EXERCISE GOAL
Would you please copy each line of the data in which the string "align" occurs?

Stored items
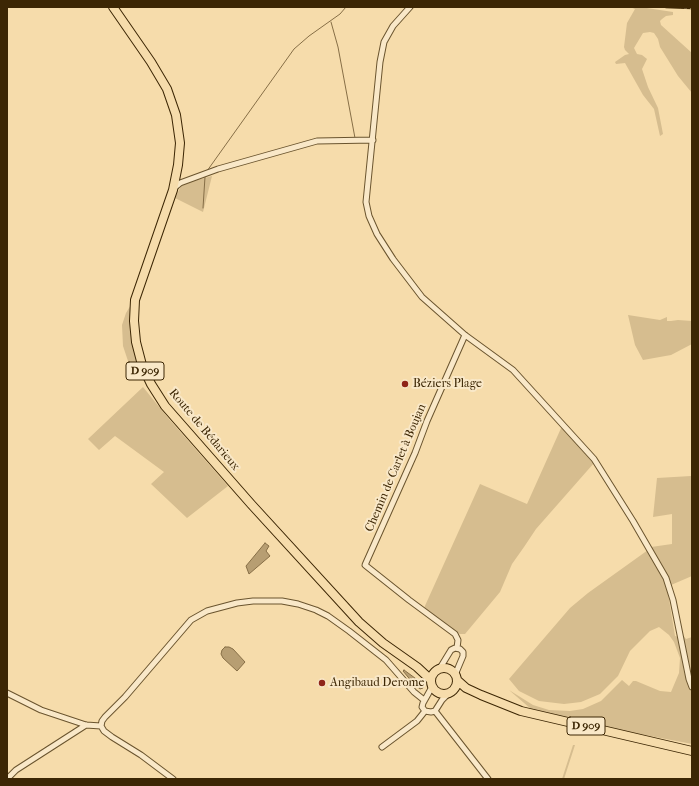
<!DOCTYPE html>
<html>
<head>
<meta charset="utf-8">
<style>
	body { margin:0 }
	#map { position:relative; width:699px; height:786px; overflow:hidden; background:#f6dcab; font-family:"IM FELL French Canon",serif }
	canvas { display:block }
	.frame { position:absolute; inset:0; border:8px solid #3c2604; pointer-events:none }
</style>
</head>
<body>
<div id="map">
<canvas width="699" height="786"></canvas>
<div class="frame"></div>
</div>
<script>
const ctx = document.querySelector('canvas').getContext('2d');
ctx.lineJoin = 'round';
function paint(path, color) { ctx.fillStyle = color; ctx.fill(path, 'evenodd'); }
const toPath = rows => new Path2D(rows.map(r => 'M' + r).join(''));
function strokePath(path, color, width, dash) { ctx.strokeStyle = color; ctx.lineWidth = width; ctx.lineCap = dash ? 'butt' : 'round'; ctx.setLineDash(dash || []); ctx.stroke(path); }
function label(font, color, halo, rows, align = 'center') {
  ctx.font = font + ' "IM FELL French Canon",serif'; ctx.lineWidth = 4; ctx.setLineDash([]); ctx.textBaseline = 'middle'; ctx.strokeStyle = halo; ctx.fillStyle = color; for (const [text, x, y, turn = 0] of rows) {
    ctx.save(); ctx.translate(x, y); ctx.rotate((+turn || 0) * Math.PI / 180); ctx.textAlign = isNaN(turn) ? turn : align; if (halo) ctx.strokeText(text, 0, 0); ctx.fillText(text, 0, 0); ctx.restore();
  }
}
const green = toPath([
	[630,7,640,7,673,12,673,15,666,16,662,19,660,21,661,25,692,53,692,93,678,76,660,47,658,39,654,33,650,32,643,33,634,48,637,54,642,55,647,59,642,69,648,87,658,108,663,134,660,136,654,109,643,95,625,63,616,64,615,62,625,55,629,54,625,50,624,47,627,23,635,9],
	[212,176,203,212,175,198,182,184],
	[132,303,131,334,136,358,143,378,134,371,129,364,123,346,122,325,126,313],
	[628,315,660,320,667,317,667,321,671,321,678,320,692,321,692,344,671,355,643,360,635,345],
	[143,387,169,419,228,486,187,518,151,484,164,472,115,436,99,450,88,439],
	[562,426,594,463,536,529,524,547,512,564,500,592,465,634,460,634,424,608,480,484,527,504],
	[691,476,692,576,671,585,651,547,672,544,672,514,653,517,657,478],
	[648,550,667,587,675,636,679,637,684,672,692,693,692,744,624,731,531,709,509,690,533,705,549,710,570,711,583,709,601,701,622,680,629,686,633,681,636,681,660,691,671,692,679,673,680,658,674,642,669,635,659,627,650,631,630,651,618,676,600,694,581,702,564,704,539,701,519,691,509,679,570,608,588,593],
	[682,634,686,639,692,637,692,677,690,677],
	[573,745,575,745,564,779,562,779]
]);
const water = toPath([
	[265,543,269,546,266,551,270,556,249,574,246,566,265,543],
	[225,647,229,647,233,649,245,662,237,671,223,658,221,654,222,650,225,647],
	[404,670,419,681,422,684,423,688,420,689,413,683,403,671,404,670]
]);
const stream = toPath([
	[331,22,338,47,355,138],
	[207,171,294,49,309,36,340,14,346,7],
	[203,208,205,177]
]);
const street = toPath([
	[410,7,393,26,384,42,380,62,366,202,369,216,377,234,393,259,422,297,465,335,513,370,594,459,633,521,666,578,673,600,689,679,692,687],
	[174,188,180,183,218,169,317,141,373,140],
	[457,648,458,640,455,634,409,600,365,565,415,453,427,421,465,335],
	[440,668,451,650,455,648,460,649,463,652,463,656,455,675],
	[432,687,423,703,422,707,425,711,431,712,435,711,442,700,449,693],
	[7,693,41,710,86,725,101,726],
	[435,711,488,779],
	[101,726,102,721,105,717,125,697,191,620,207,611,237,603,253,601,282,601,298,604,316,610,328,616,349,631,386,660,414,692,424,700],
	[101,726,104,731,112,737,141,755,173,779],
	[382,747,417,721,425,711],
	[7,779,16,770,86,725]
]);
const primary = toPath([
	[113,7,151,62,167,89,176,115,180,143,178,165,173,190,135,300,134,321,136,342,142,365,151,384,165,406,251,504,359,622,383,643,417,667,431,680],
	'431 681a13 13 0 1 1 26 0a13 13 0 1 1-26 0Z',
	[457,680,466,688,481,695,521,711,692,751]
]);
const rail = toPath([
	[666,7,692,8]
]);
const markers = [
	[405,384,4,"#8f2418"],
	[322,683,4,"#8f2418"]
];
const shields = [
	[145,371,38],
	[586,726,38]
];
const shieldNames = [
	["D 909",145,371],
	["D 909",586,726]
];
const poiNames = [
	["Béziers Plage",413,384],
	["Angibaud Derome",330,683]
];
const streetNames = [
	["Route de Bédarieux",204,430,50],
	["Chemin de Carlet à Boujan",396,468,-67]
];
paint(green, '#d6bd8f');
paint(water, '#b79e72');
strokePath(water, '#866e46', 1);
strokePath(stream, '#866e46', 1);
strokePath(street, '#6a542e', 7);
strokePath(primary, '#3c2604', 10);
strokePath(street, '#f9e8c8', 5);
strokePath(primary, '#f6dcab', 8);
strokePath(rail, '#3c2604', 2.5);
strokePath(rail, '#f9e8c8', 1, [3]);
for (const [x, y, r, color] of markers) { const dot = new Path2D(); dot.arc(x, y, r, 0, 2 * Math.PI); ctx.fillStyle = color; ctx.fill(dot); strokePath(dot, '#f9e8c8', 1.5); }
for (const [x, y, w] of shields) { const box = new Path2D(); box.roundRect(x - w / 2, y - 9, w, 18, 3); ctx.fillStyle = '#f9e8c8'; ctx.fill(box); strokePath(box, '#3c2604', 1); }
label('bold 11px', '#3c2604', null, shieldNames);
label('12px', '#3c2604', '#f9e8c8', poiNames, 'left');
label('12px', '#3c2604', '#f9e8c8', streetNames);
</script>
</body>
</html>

SOLUTION
function label(font, color, halo, rows, align = 'center') {
    ctx.save(); ctx.translate(x, y); ctx.rotate((+turn || 0) * Math.PI / 180); ctx.textAlign = isNaN(turn) ? turn : align; if (halo) ctx.strokeText(text, 0, 0); ctx.fillText(text, 0, 0); ctx.restore();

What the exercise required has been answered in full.